The effect of phosphorus on the mechanism of intergranular stress corrosion cracking of mild steels in nitrate solutions

Abstract

The corrosion behavior of iron-phosphorus alloys with 0.003–2 wt% phosphorus has been studied in nitrate and sulfate solutions. The high P alloys can be considered as a model for grain boundaries with segregated phosphorus. Polarization tests indicated that phosphorus impedes the formation of protective oxide layers on the metal surface in nitrate solutions. According to surface analysis of the corrosion layers by X-ray photo-electron spectroscopy (XPS) it is supposed that upon dissolution phosphorus passes the metal/electrolyte phase boundary in a negatively charged state (corresponding to phosphide) and that the impeding action on the layer formation is due to this state.
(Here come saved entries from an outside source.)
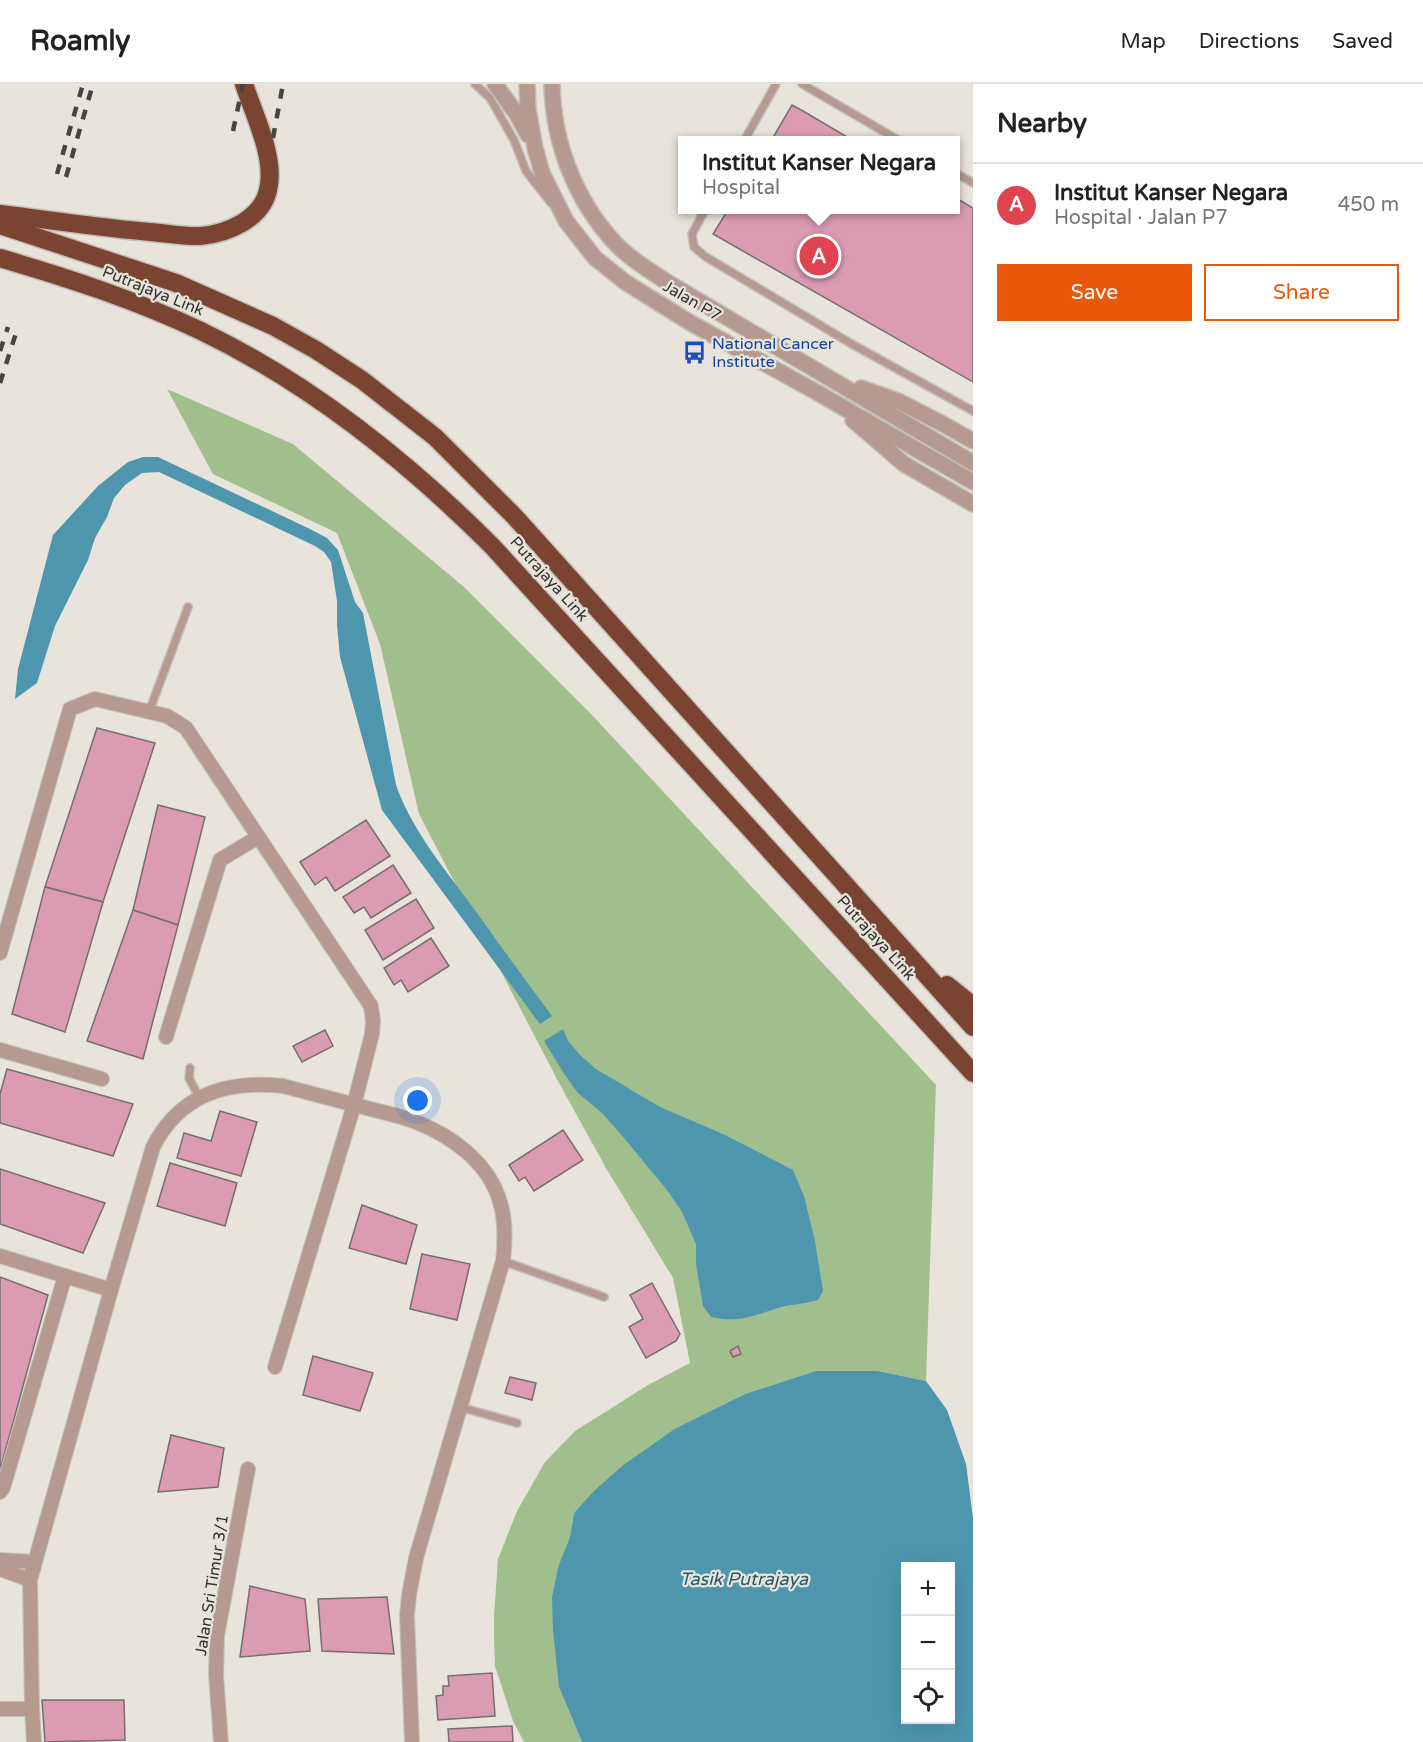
<!DOCTYPE html>
<meta charset="utf-8">
<style>
body{margin:0;font-family:"Varela Round",sans-serif;background:#f2f2f2;color:#222}
.controls{position:absolute;right:18px;bottom:18px;display:grid;overflow:hidden;border-radius:0px;box-shadow:0 6px 24px #0002}
.controls button{width:54px;height:54px;display:grid;place-items:center;padding:0;border:0;border-bottom:2px solid #e0e0e0;background:#fff;color:#222;font:30px sans-serif}
.you{position:absolute;left:418px;top:1017px;width:21px;height:21px;margin:-15px;border:4px solid #fff;border-radius:50%;background:#1a73e8;box-shadow:0 0 0 9px #1a73e833}
.badge{display:grid;place-items:center;width:39px;height:39px;border-radius:50%;background:#ea580c;color:#fff;font-size:20px;font-weight:700}
.pin{position:absolute;translate:-50% -50%;border:3px solid #fff;box-shadow:0 2px 6px #0006}
.popup{position:absolute;left:678px;top:52px;width:282px;height:78px;box-sizing:border-box;display:grid;place-content:center;border-radius:0px;background:#fff;filter:drop-shadow(0 2px 4px #0005);font-size:20px;white-space:nowrap;color:#767676}
.popup b{font-size:22px;color:#222}
.popup::after{content:'';position:absolute;left:50%;top:100%;margin-left:-12px;border:12px solid transparent;border-top-color:#fff}
.list{margin:0;padding:0;list-style:none}
h2{display:flex;justify-content:space-between;align-items:center;height:78px;margin:0;padding:0 24px;font-size:26px}
h2 small{font-size:20px;font-weight:400;color:#767676}
.list li{display:grid;grid-template-columns:39px 1fr auto;gap:18px;align-items:center;box-sizing:border-box;height:84px;padding:0 24px;border-top:2px solid #e0e0e0}
.list b{display:block;font-size:22px;white-space:nowrap}
.list p{margin:0;font-size:20px;white-space:nowrap;color:#767676}
.list em{font-size:20px;font-style:normal;color:#767676}
.actions{display:flex;gap:12px;padding:18px 24px}
.actions a{flex:1;padding:14px 0;border:2px solid #ea580c;border-radius:0px;text-align:center;font-size:21px;color:#ea580c}
.actions .main{background:#ea580c;color:#fff}
.icon{flex:none;width:33px;height:33px;fill:none;stroke:currentColor;stroke-width:2;stroke-linecap:round;stroke-linejoin:round}
.map{position:relative;flex:none;width:973px;height:1658px;overflow:hidden}
header{display:flex;align-items:center;gap:36px;box-sizing:border-box;height:84px;padding:0 30px;background:#fff;border-bottom:2px solid #e0e0e0}
header strong{font-size:28px}
nav{display:flex;gap:33px;margin-inline-start:auto;font-size:21px}
main{display:flex}
aside{flex:1;background:#fff}
.map>svg:first-child{display:block}
.green{fill:#a1bf8d}
.water{fill:#4d96ae;fill-rule:evenodd}
.building{fill:#db9cb3;stroke:#766d70;stroke-width:1.5}
.lines{fill:none;stroke-linecap:round;stroke-linejoin:round}
.service-casing{stroke:#c4c0b8;stroke-width:10}
.minor-casing{stroke:#c4c0b8;stroke-width:16}
.tertiary-casing{stroke:#c4c0b8;stroke-width:18}
.motorway-casing{stroke:#c4c0b8;stroke-width:21}
.service{stroke:#b69a90;stroke-width:7}
.minor{stroke:#b69a90;stroke-width:14}
.tertiary{stroke:#b69a90;stroke-width:15}
.motorway{stroke:#7b4432;stroke-width:18}
.rail{stroke:#474541;stroke-width:4.5;stroke-dasharray:10 10;stroke-linecap:butt}
.labels{text-anchor:middle;dominant-baseline:central;stroke-width:4.5;stroke-linejoin:round;paint-order:stroke}
.street-label{font-size:16px;fill:#33312e;stroke:#e8e4db}
.transit-label{font-size:16px;fill:#164399;stroke:#e8e4db;text-anchor:start}
.water-label{font-size:18px;font-style:italic;fill:#215d6e;stroke:#e8e4db}
</style>
<header>
<strong>Roamly</strong>
<nav><a>Map</a><a>Directions</a><a>Saved</a></nav>
</header>
<main>
<div class="map">
<svg width="973" height="1658" viewBox="0 0 973 1658">
<rect width="100%" height="100%" fill="#e8e4db"/>
<!-- green -->
<polygon class="green" points="167,305 293,360 464,503 592,631 936,1001 926,1297 878,1287 817,1287 745,1310 676,1344 574,1429 570,1453 559,1480 559,1603 582,1658 524,1658 513,1637 495,1582 494,1555 494,1531 498,1475 517,1427 545,1378 575,1347 648,1301 690,1279 673,1194 606,1084 559,999 419,730 380,560 337,449 213,390"/>
<!-- water -->
<g class="water">
<path d="M 143,373 L 158,373 L 310,445 L 327,454 L 338,466 L 355,518 L 363,529 L 396,701 C 411,743 439,778 466,814 C 494,853 523,893 552,932 L 540,940 L 382,726 L 340,573 L 337,541 L 337,517 L 331,478 L 324,468 L 315,462 L 159,388 L 142,389 L 125,401 L 114,414 L 107,433 L 95,454 L 88,476 L 55,542 L 37,599 L 15,615 L 18,585 L 53,451 L 98,402 L 128,378 Z"/>
<path d="M 563,945 L 568,957 L 580,971 L 596,985 L 660,1023 L 725,1051 L 793,1086 L 804,1112 L 815,1157 L 823,1207 L 818,1216 C 807,1219 796,1220 785,1222 C 756,1230 741,1240 711,1233 L 703,1222 L 696,1180 L 696,1160 L 682,1128 L 667,1106 L 624,1054 L 602,1029 L 578,1009 L 565,991 L 544,957 Z"/>
<path d="M 816,1287 L 878,1287 L 926,1297 L 947,1326 L 966,1380 L 973,1434 L 973,1658 L 582,1658 L 559,1603 L 553,1546 L 552,1513 L 559,1480 L 570,1453 L 574,1429 L 594,1407 L 622,1382 L 676,1344 L 745,1310 ZM 950,1482 L 950,1636 L 906,1636 L 906,1482 Z"/>
</g>
<!-- building -->
<g class="building">
<polygon points="792,21 803,27 854,57 771,57"/>
<polygon points="956,114 973,124 973,298 713,150 728,126 956,126"/>
<polygon points="97,644 155,659 103,818 45,803"/>
<polygon points="158,721 205,733 178,841 133,826"/>
<polygon points="366,736 390,772 335,807 326,793 315,801 300,778"/>
<polygon points="393,781 411,809 371,834 364,823 354,829 343,813"/>
<polygon points="45,803 103,818 65,948 12,930"/>
<polygon points="416,815 434,844 383,876 365,846"/>
<polygon points="133,826 178,841 143,975 87,957"/>
<polygon points="431,854 449,882 408,908 401,896 394,901 384,884"/>
<polygon points="325,946 333,962 302,978 293,962"/>
<polygon points="7,985 133,1020 113,1072 0,1039 0,1010"/>
<polygon points="220,1027 257,1038 241,1092 177,1074 184,1049 211,1057"/>
<polygon points="563,1046 583,1076 534,1107 525,1093 519,1097 509,1081"/>
<polygon points="170,1079 237,1099 225,1142 157,1122"/>
<polygon points="0,1085 105,1119 83,1169 0,1140"/>
<polygon points="362,1121 417,1141 406,1180 349,1164"/>
<polygon points="422,1170 470,1180 457,1236 410,1225"/>
<polygon points="0,1193 48,1211 0,1386"/>
<polygon points="652,1199 680,1250 676,1257 646,1274 629,1243 643,1235 630,1211"/>
<polygon points="738,1262 741,1270 733,1273 730,1267"/>
<polygon points="313,1272 373,1289 360,1327 303,1311"/>
<polygon points="510,1293 536,1299 532,1316 505,1309"/>
<polygon points="171,1351 224,1364 218,1403 158,1408"/>
<polygon points="250,1502 305,1515 310,1567 240,1573"/>
<polygon points="387,1513 394,1570 322,1567 318,1515"/>
<polygon points="492,1589 495,1632 438,1636 436,1612 443,1611 443,1602 449,1602 448,1592"/>
<polygon points="42,1616 124,1616 125,1656 45,1658"/>
<polygon points="512,1642 513,1658 449,1658 448,1645"/>
</g>
<g class="lines">
<defs>
<g id="service">
<polyline points="475,0 490,14 514,56 526,87 551,119"/>
<polyline points="802,0 900,57"/>
<polyline points="744,57 776,0"/>
<polyline points="956,89 973,99"/>
<polyline points="705,126 692,150 694,163 706,173 850,259 973,327"/>
<polyline points="149,628 188,523"/>
<polyline points="190,984 189,994 199,1013"/>
<polyline points="503,1177 604,1213"/>
<polyline points="460,1323 517,1339"/>
</g>
<g id="minor">
<polyline points="0,869 70,625 95,615 167,632 186,644 371,922 373,937 372,950 354,1021 275,1283"/>
<polyline points="166,953 220,776 258,753"/>
<polyline points="0,966 102,995"/>
<polyline points="0,1172 111,1206"/>
<polyline points="0,1408 3,1404 65,1192"/>
<polyline points="0,1476 34,1478"/>
<polyline points="0,1485 30,1496"/>
<polyline points="0,1625 32,1625"/>
<path d="M 34,1658 L 32,1625 L 30,1496 L 111,1206 L 153,1063 C 180,1010 227,996 283,1002 C 309,1009 336,1016 363,1023 C 380,1028 399,1031 416,1038 C 452,1052 489,1079 500,1118 C 506,1137 505,1157 503,1177 L 416,1474 L 409,1511 L 407,1532 L 412,1658"/>
<polyline points="221,1658 216,1591 217,1552 248,1385"/>
</g>
<g id="tertiary">
<polyline points="495,0 516,29 528,51"/>
<polyline points="527,0 528,25 535,64 542,89 566,137 595,174 625,198 689,238 811,305 973,398"/>
<path d="M 552,0 C 553,58 575,116 615,159 C 630,175 649,186 667,198 L 973,379"/>
<polyline points="861,304 898,317 943,340 973,357"/>
<polyline points="853,336 904,380 973,420"/>
</g>
<g id="motorway">
<path d="M 0,130 C 50,136 100,144 150,148 C 166,149 184,153 200,152 C 227,150 262,135 268,106 C 276,74 254,31 244,0"/>
<polyline points="0,141 176,199 273,242 316,266 362,296 435,353 515,433 973,943"/>
<path d="M 0,174 C 68,194 136,216 201,247 C 309,299 407,377 492,462 L 973,989"/>
<polyline points="947,901 973,922"/>
</g>
</defs>
<!-- service casing -->
<use href="#service" class="service-casing"/>
<!-- minor casing -->
<use href="#minor" class="minor-casing"/>
<!-- tertiary casing -->
<use href="#tertiary" class="tertiary-casing"/>
<!-- motorway casing -->
<use href="#motorway" class="motorway-casing"/>
<!-- service -->
<use href="#service" class="service"/>
<!-- minor -->
<use href="#minor" class="minor"/>
<!-- tertiary -->
<use href="#tertiary" class="tertiary"/>
<!-- motorway -->
<use href="#motorway" class="motorway"/>
<!-- rail -->
<g class="rail">
<polyline points="233,47 243,0"/>
<polyline points="273,54 283,0"/>
<polyline points="57,90 83,0"/>
<polyline points="66,93 93,0"/>
<polyline points="0,267 8,243"/>
<polyline points="0,299 17,246"/>
</g>
</g>
<!-- icons -->
<defs>
<symbol id="bus-bare" viewBox="-9 -9 18 18"><path d="M-5-6H5V4H4V6H2V4H-2V6H-4V4H-5ZM-3.5-4V0h7V-4ZM-3.5 1.2v1.5H-2V1.2ZM2 1.2v1.5H3.5V1.2Z" fill="#1a4fb4" stroke="#e8e4db" stroke-width="2.5" paint-order="stroke"/></symbol>
</defs>
<g fill-rule="evenodd">
<use href="#bus-bare" x="678" y="252" width="33" height="33"/>
</g>
<g class="labels">
<!-- street labels -->
<g class="street-label">
<text transform="translate(153 207) rotate(22)">Putrajaya Link</text>
<text transform="translate(692 217) rotate(30)">Jalan P7</text>
<text transform="translate(549 495) rotate(48)">Putrajaya Link</text>
<text transform="translate(876 854) rotate(48)">Putrajaya Link</text>
<text transform="translate(212 1501) rotate(-81)">Jalan Sri Timur 3/1</text>
</g>
<!-- transit labels -->
<g class="transit-label">
<text x="712" y="260">National Cancer<tspan x="712" dy="18">Institute</tspan></text>
</g>
<!-- water labels -->
<g class="water-label">
<text x="744" y="1495">Tasik Putrajaya</text>
</g>
</g>
</svg>
<div class="controls">
<button>+</button>
<button>−</button>
<button><svg class="icon" aria-label="locate" viewBox="0 0 24 24"><circle cx="12" cy="12" r="6"/><path d="M12 2v4M12 18v4M2 12h4M18 12h4"/></svg></button>
</div>
<div class="you"></div>
<div class="pin badge" style="left:819px;top:172px;background:#e0444e">A</div>
<div class="popup"><b>Institut Kanser Negara</b>Hospital</div>
</div>
<aside>
<h2>Nearby<small></small></h2>
<ul class="list">
<li><span class="badge" style="background:#e0444e">A</span><div><b>Institut Kanser Negara</b><p>Hospital · Jalan P7</p></div><em>450 m</em></li>
</ul>
<div class="actions"><a class="main">Save</a><a>Share</a></div>
</aside>
</main>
Constant strain rate tests on mild steels with phosphorus contents in the range 0.003–0.05 P showed a detrimental effect of phosphorus in NH 4NO 3 solution in the potential range −300 mV to −100 mV (NHE). The effect can be correlated to phosphorus segregated at the grain boundaries and can be predicted from the behavior of the Fe-P alloys. However, at potentials −50 mV(NHE) the susceptibility of the steels to intergranular stress corrosion cracking (IGSCC) is even higher and independent of the P content. Mild steels are susceptible to IGSCC even with a very low P content.